Data Recording & GR00T Post-Training#

Record demonstration data from an RL specialist policy and use it to fine-tune a GR00T vision-language-action model.

Overview#

Step 1: Record

Run RL policy to collect demonstrations (HDF5).

AGILE

Step 2: Convert

Transform HDF5 to LeRobot-compatible format.

AGILE

Step 3: Fine-tune

Post-train GR00T on the converted dataset.

Isaac-GR00T

Step 4: Evaluate

Closed-loop inference in simulation.

AGILE

Prerequisites#

  • Trained RL policy checkpoint (from scripts/train.py)

  • Isaac Lab environment with G1-PickPlace-Tracking-v0-Record task

  • Isaac-GR00T-N1.5 repository for fine-tuning


Step 1: Record Demonstration Data#

Setup RL environment with appropriate observation group for required data collection. As an example, G1-PickPlace-Tracking-v0-Record environment captures RGB images, proprioceptive states, and actions from an RL policy. Observations are defined in RecordObservationsCfg.

python scripts/record.py \
    --task G1-PickPlace-Tracking-v0-Record \
    --checkpoint <path/to/rl/checkpoint.pt> \
    --record \
    --record_output data/recording \
    --num_envs 100 \
    --num_steps 300 \
    --enable_cameras

Argument

Description

--task

Environment with camera sensor (G1-PickPlace-Tracking-v0-Record)

--checkpoint

Path to trained RL policy

--record

Enable HDF5 recording

--record_output

Output directory (creates data.h5 inside)

--num_envs

Parallel environments (more = faster collection)

--num_steps

Total simulation steps to run

Output: data/recording/data.h5 containing episodes with observations and actions.

Inspect Recorded Data#

Use the provided notebook to visualize trajectories and verify data quality:

jupyter notebook scripts/data_recording/inspect_data.ipynb

File

Description

data_recorder.py

MultiEnvDataRecorder API

inspect_data.ipynb

Visualization notebook

convert_to_gr00t.py

HDF5 to LeRobot converter


Step 2: Convert to GR00T Format#

Convert the HDF5 dataset to LeRobot-compatible format for GR00T training:

python scripts/data_recording/convert_to_gr00t.py \
    -i data/recording/data.h5 \
    -o data/gr00t \
    --task "pick up the object"

This generates:

  • meta/ – Dataset metadata (episodes.jsonl, info.json, tasks.jsonl)

  • videos/ – MP4 videos from RGB observations

  • data/ – Parquet files with states and actions


Step 3: Configure Data Pipeline#

Once the GR00T dataset is generated, configure the data modalities for GR00T model training.
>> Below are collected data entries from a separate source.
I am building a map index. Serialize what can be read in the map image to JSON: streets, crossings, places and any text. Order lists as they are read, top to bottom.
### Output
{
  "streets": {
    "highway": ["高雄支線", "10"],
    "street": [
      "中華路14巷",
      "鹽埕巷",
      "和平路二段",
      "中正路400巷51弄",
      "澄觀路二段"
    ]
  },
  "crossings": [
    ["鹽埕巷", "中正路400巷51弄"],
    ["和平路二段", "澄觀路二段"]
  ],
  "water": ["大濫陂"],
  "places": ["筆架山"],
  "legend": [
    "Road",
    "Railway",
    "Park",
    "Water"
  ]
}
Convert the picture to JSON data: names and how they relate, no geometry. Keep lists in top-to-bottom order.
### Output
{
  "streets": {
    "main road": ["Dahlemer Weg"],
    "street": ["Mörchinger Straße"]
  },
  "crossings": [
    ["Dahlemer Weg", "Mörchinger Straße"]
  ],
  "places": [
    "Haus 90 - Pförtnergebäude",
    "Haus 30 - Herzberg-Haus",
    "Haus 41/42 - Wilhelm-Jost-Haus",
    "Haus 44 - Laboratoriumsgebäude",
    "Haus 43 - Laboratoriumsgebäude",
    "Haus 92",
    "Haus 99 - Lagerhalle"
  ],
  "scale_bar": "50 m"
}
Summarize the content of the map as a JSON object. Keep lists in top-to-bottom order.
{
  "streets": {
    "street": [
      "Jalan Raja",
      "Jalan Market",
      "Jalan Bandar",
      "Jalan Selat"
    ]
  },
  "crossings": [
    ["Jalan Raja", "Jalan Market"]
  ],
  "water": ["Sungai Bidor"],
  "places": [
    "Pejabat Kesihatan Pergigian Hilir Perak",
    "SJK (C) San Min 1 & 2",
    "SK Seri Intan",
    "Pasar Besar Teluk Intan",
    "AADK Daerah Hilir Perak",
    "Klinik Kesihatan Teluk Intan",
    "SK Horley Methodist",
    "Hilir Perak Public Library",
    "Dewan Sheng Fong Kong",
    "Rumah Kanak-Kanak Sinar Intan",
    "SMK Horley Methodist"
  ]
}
The modality configuration specifies which observation channels (state, video, actions) are used and how they map to the training pipeline. You can tune this to find the best-performing combination for your task.

For the pick-place task, edit the modality.json file in the GR00T dataset directory:

{
  "state": {
    "base_ang_vel": { "start": 0, "end": 3 },
    "joint_pos": { "start": 6, "end": 23 },
    "joint_vel": { "start": 23, "end": 38 }
  },
  "action": {
    "action": { "start": 0, "end": 21 }
  },
  "video": {
    "image": { "original_key": "observation.images.image" }
  },
  "annotation": {
    "human.action.task_description": {}
  }
}

Next, add a corresponding data config class to gr00t/experiment/data_config.py in the Isaac-GR00T repository. This class defines the data keys, transform pipeline, and observation/action horizons used during training.

G1PPTrackingSimDataConfig (example)
class G1PPTrackingSimDataConfig(BaseDataConfig):
    """Data config for G1 pick-place simulation dataset."""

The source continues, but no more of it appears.